Neben Körperkraft und Körperbeherrschung ist Köpfchen gefragt. In der Praxis zählt vor allem gutes Teamwork, denn ein Dach errichtet niemand im Alleingang. Für die Arbeit in einer Zimmerei sind mathematisches Verständnis, etwas Talent beim Zeichnen, ein räumliches Vorstellungsvermögen, handwerkliches Geschick und eine Affinität zum Werkstoff Holz sicher nötig. Schlecht für Mathemuffel ist indes, dass die Berechnung von Materialmengen, Kosten und Werkstückmaßen zum Alltag des Zimmerers gehört. Ein gewisses Maß an Kreativität und eine hohe Serviceorientierung werden vom Zimmerer ebenfalls verlangt. Denn der Zimmerer muss Häuser aus Holz und andere Holzarbeiten gemäß den nicht immer einfachen Architekten- und Bauherrenwünschen errichten.

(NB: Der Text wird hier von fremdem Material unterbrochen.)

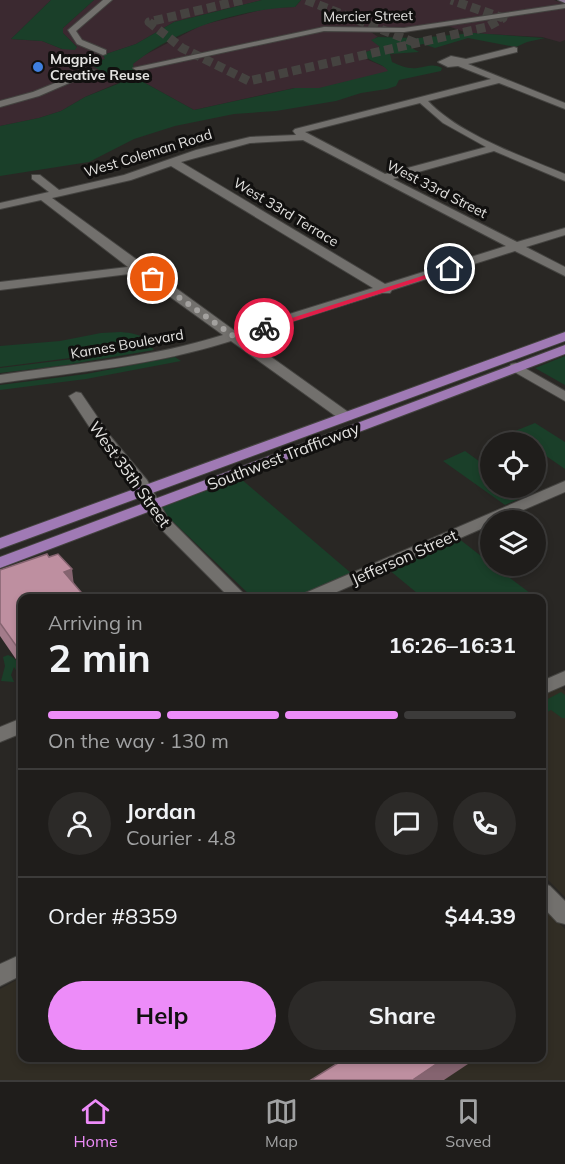 <!DOCTYPE html>
<html lang="en">
<head>
<meta charset="utf-8">
<style>
	:root { --surface:#1f1d1b; --page:#2c2a28; --text:#f1f3f6; --muted:#a1a2a3; --line:#3c3b3a; --accent:#ed8cf9 }
	body { margin:0; font-family:Mulish,sans-serif; background:var(--page); color:var(--text); height:100vh; display:flex; flex-direction:column; font-size:22px; white-space:nowrap }
	* { box-sizing:border-box; margin:0 }
	p { font-size:20px; color:var(--muted) }
	.icon { flex:none; width:33px; height:33px; fill:none; stroke:currentColor; stroke-width:2; stroke-linecap:round; stroke-linejoin:round }
	.map { position:relative; flex:1; overflow:hidden }
	.drawer { position:absolute; left:18px; top:594px; width:528px; height:468px; display:flex; flex-direction:column; background:var(--surface); border-radius:12px; box-shadow:0 3px 9px #0003,0 0 0 2px var(--line) }
	.drawer>* { flex:none }
	.tools { position:absolute; left:480px; top:432px; display:grid; gap:12px }
	.tools a { display:grid; place-items:center; width:66px; height:66px; border-radius:50%; background:var(--surface); box-shadow:0 3px 9px #0003,0 0 0 2px var(--line); font-size:30px }
	.pin { position:absolute; display:grid; place-items:center; width:51px; height:51px; color:#fff; margin:-26px; border:3px solid #fff; border-radius:50%; box-shadow:0 2px 6px #0007 }
	.courier { position:absolute; display:grid; place-items:center; width:60px; height:60px; margin:-30px; border:4px solid #e11d48; border-radius:50%; background:#fff; color:#222; box-shadow:0 2px 8px #0007 }
	.head em { font-style:normal; font-weight:700 }
	.head div { display:flex; flex-direction:column-reverse }
	.head { display:flex; align-items:center; justify-content:space-between; height:102px; padding:0 30px }
	h1 { font-size:39px; font-weight:700; line-height:45px }
	.bar { display:grid; grid-template-columns:repeat(4,1fr); gap:9px 6px; align-content:center; height:72px; padding:0 30px }
	.bar i { height:8px; border-radius:4px; background:var(--line) }
	.bar .current { background:var(--accent) }
	.bar p { grid-column:span 4 }
	.line { display:flex; align-items:center; gap:15px; padding:0 30px; border-top:2px solid var(--line) }
	.line div { flex:1 }
	.round { display:grid; place-items:center; flex:none; width:63px; height:63px; border-radius:32px; background:var(--page) }
	.primary-button { display:flex; gap:12px; margin-top:auto; padding:12px 30px }
	.primary-button a { flex:1; height:69px; border-radius:36px; background:var(--accent); color:#111; font-size:24px; font-weight:700; line-height:69px; text-align:center }
	.primary-button a+a { background:var(--page); color:var(--text) }
	.tabs { display:flex; justify-content:space-around; align-items:center; height:84px; border-top:2px solid var(--line); background:var(--surface); font-size:16px; color:var(--muted) }
	.tabs a { display:grid; justify-items:center; gap:3px }
	.tabs .current { color:var(--accent) }
	.map>svg:first-child { display:block }
	.built { fill:#312d24 }
	.industrial { fill:#3b2930 }
	.green { fill:#1a3f29 }
	.lines { fill:none; stroke-linecap:round; stroke-linejoin:round }
	.minor-tunnel { stroke:#454340; stroke-width:9; stroke-dasharray:9 4.5; stroke-linecap:butt }
	.minor-casing { stroke:#444340; stroke-width:2 }
	.secondary-casing { stroke:#444340; stroke-width:2 }
	.primary-casing { stroke:#444340; stroke-width:2 }
	.minor { fill:#72706d; fill-rule:evenodd }
	.secondary { fill:#897591; fill-rule:evenodd }
	.primary { fill:#a07ab5; fill-rule:evenodd }
	.wall { fill:#a37b8a }
	.shaded-wall { fill:#856470 }
	.building { fill:#be8fa0; stroke:#856470; stroke-width:1.5 }
	.route { fill:#e11d48 }
	.done { stroke:#a3a19f; stroke-width:6; stroke-dasharray:0 10.8 }
	.shop-dot { fill:#3f7fe0; stroke:#11100f; stroke-width:2 }
	.labels { text-anchor:middle; stroke-width:6; stroke-linejoin:round; paint-order:stroke }
	.far-street-label { font-size:14px; fill:#e4e3e1; stroke:#11100f }
	.far-poi-label { font-size:14px; font-weight:bold; fill:#e4e3e1; stroke:#11100f; text-anchor:start }
	.street-label { font-size:16px; fill:#e4e3e1; stroke:#11100f }
</style>
</head>
<body>
<div class="map">
<svg width="565" height="1080" viewBox="0 0 565 1080">
	<rect width="100%" height="100%" fill="#292724"/>
	<path class="built" d="M558,686L565,691V897L542,874V694Z
		M542,906L565,929V1080H0V989L22,977V1058H542Z"/>
	<path class="industrial" d="M0,0H51L11,39L42,41L62,49L77,47L63,33V28L94,0H262L174,22L136,44L103,55L106,59L89,63L120,82L85,97L61,111L39,118L0,126Z
		M301,0H554L565,4V40L560,42L542,37L467,33L440,23L403,29H372L371,32L378,37L375,38L381,47L363,53L366,59L394,71L319,89L294,88L194,110L136,78L132,64L143,56L202,25L269,8L295,7Z"/>
	<path class="green" d="M51,0H94L63,28V33L77,47L75,50L62,49L42,41L11,39Z
		M262,0H301L295,7C239,9 176,29 133,64L136,78L194,110L295,88H319L388,71C382,62 369,63 363,53L380,47L371,40L378,37L418,38L474,33L545,38L527,42L516,47L468,38L435,48L423,44L410,47L419,52L390,54L392,62C401,66 408,69 417,68C427,67 432,63 442,68L441,71L399,80L396,86L387,89L361,93L336,101L276,111L234,114L175,126L134,139L89,162L0,176V126L39,118L61,111L85,97L120,83L88,63L105,59L103,55L136,44L174,22Z
		M121,332C131,333 142,334 148,342L146,345L78,357L0,367V346L60,341L101,333Z
		M151,346L154,350L66,365L0,373V368L81,358Z
		M565,356V385L535,368Z
		M175,357L181,361L86,379L0,390V385L86,374Z
		M535,423L565,442V469L536,449V442H525L510,433Z
		M465,451L490,469V488H517L528,495L505,505L443,461Z
		M240,478L351,573L293,598H253L163,512V507Z
		M458,538L490,563V566H494L530,593L519,598H423L388,569Z
		M8,655C18,659 23,668 22,680L14,667L11,675L14,682L1,681L5,666L3,657Z
		M561,692L565,695V718H562L551,710L542,715V702Z"/>
	<g class="lines">
		<path class="minor-tunnel" d="M242,0L149,22L182,48L249,81L487,27L503,18L451,0
			M306,0L416,43"/>
		<defs>
			<path id="minor" d="M103,0H112L76,31L82,40L106,50V54L103,55L77,44L68,30Z
				M565,4V8L404,32L324,31L137,71L133,68L324,27L404,28Z
				M514,47L517,48V52L468,64L565,103V109L499,83L428,101C460,135 522,156 565,174V181L494,151L393,179L517,242L565,228V235L526,247L565,267V276L515,251L392,290L390,293H382L243,337L351,414L353,417L351,420H341L231,341C156,365 77,372 0,383V375C74,364 151,358 223,335L137,273L0,290V282L128,267L41,200L0,209V203L49,192L32,179V175H40L59,190L124,175L196,150L250,137L296,135L293,131L295,129L491,79L458,66L448,67L438,62L451,56L466,59ZM420,103L443,123L486,147L385,174L305,132ZM303,140L506,246L385,284L181,162L250,143ZM171,166L373,288L235,331L52,198L131,180Z
				M90,69L97,71L39,96L0,107V101L33,92Z
				M516,363L565,391V401L511,370L509,367L511,364Z
				M76,392L81,393L111,437L147,480L167,517L248,598H230L154,522L134,484L100,443L69,396Z
				M565,481V492L500,520H490V525L323,598H300L303,594Z
				M565,671V685L542,695V681Z
				M22,718V733L0,742V727Z
				M542,883L550,886L565,901V924L557,922L542,906Z
				M22,954V975L0,986V964Z"/>
			<path id="secondary" d="M558,0H565V3Z"/>
			<path id="primary" d="M565,332V341L0,549V538Z
				M565,345V354L0,568V557Z"/>
		</defs>
		<use href="#minor" class="minor-casing"/>
		<use href="#secondary" class="secondary-casing"/>
		<use href="#primary" class="primary-casing"/>
		<use href="#minor" class="minor"/>
		<use href="#secondary" class="secondary"/>
		<use href="#primary" class="primary"/>
	</g>
	<path class="wall" d="M0,570L22,598V668L0,636Z"/>
	<path class="shaded-wall" d="M72,569L74,586L64,572Z
		M445,1058H477L444,1080H413L414,1079Z"/>
	<path class="building" d="M47,554L49,557L58,554L72,569L64,572L86,598H22V654L0,623V570Z
		M346,1058H445L414,1079L415,1080H311Z"/>
	<path class="route" d="M450,267L453,270L267,330L261,328Z"/>
	<g class="lines">
		<path class="done" d="M153,279L235,337L264,328"/>
	</g>
	<circle class="shop-dot" cx="38" cy="67" r="6"/>
	<g class="labels">
		<g class="far-street-label">
			<text transform="translate(368 16) rotate(-1)" y="5">Mercier Street</text>
			<text transform="translate(148 153) rotate(-17)" y="5">West Coleman Road</text>
			<text transform="translate(437 189) rotate(27)" y="5">West 33rd Street</text>
			<text transform="translate(286 212) rotate(31)" y="5">West 33rd Terrace</text>
			<text transform="translate(127 344) rotate(-10)" y="5">Karnes Boulevard</text>
		</g>
		<g class="far-poi-label">
			<text x="50" y="64">Magpie<tspan x="50" dy="16">Creative Reuse</tspan></text>
		</g>
		<g class="street-label">
			<text transform="translate(283 456) rotate(-21)" y="6">Southwest Trafficway</text>
			<text transform="translate(130 474) rotate(54)" y="6">West 35th Street</text>
			<text transform="translate(404 557) rotate(-24)" y="6">Jefferson Street</text>
		</g>
	</g>
</svg>
<div class="tools">
<a><svg class="icon" aria-label="locate" viewBox="0 0 24 24"><circle cx="12" cy="12" r="6"/><path d="M12 2v4M12 18v4M2 12h4M18 12h4"/></svg></a>
<a><svg class="icon" aria-label="layers" viewBox="0 0 24 24"><path d="M12 4l9 5-9 5-9-5zM3 14l9 5 9-5"/></svg></a>
</div>
<div class="pin" style="left:153px;top:279px;background:#ea580c"><svg class="icon" aria-label="bag" viewBox="0 0 24 24"><path d="M5 8h14l-1 12H6zM9 8a3 3 0 0 1 6 0"/></svg></div>
<div class="pin" style="left:450px;top:269px;background:#1f2937"><svg class="icon" aria-label="home" viewBox="0 0 24 24"><path d="M3 11l9-7 9 7M6 9v11h12V9"/></svg></div>
<div class="courier" style="left:264px;top:328px"><svg class="icon" aria-label="bike" viewBox="0 0 24 24"><circle cx="6" cy="16" r="4"/><circle cx="18" cy="16" r="4"/><path d="M6 16l4-8h5l3 8M10 8l3 8H6M13 5h3"/></svg></div>
<section class="drawer">
<div class="head"><div><h1>2 min</h1><p>Arriving in</p></div><em>16:26–16:31</em></div>
<div class="bar"><i class="current"></i><i class="current"></i><i class="current"></i><i></i><p>On the way · 130 m</p></div>
<div class="line" style="height:108px"><a class="round"><svg class="icon" aria-label="person" viewBox="0 0 24 24"><circle cx="12" cy="8" r="4"/><path d="M4 21q1-7 8-7t8 7"/></svg></a><div><b>Jordan</b><p>Courier · 4.8</p></div><a class="round"><svg class="icon" aria-label="chat" viewBox="0 0 24 24"><path d="M4 5h16v11H9l-5 4z"/></svg></a><a class="round"><svg class="icon" aria-label="phone" viewBox="0 0 24 24"><path d="M5 4h4l2 5-3 2q2 4 5 5l2-3 5 2v4C11 20 4 13 5 4z"/></svg></a></div>
<div class="line" style="height:78px"><div>Order #8359</div><b>$44.39</b></div>
<div class="primary-button"><a>Help</a><a>Share</a></div>
</section>
</div>
<nav class="tabs">
<a class="current"><svg class="icon" aria-label="home" viewBox="0 0 24 24"><path d="M3 11l9-7 9 7M6 9v11h12V9"/></svg>Home</a>
<a><svg class="icon" aria-label="map" viewBox="0 0 24 24"><path d="M3 6l6-2 6 2 6-2v14l-6 2-6-2-6 2zM9 4v14M15 6v14"/></svg>Map</a>
<a><svg class="icon" aria-label="saved" viewBox="0 0 24 24"><path d="M7 4h10v16l-5-4-5 4z"/></svg>Saved</a>
</nav>
</body>
</html>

Dabei sollte er alle Aspekte der Gebäudefunktionalität, Energieeffizienz und besonders der Kundenkommunikation mit im Blick behalten.

Welche Zukunftsperspektiven hat ein Zimmerer?

Nach der Ausbildung bieten sich verschiedene Weiterbildungen an. Der Königsweg ist die Meisterprüfung, die weiterhin erforderlich ist, um einen eigenen Betrieb zu gründen bzw. zu führen. Sie ebnet vielerorts zudem den Zugang zu akademischen Ausbildungen an Fachhochschulen und Universitäten – wohlgemerkt ohne Abitur. Weiterbildungen, zum Beispiel zum Restaurator im Zimmerhandwerk, können ebenfalls im Anschluss an die Meisterprüfung absolviert werden. Darüber hinaus bieten sich zahlreiche Spezialisierungen an – vom Arbeitsvorbereiter über den Bauzimmerer bis hin zum Bühnenzimmerer im Theater. Möglichkeiten bietet das Berufsfeld reichlich, und verzweifelt gesucht werden gute Zimmerer obendrein.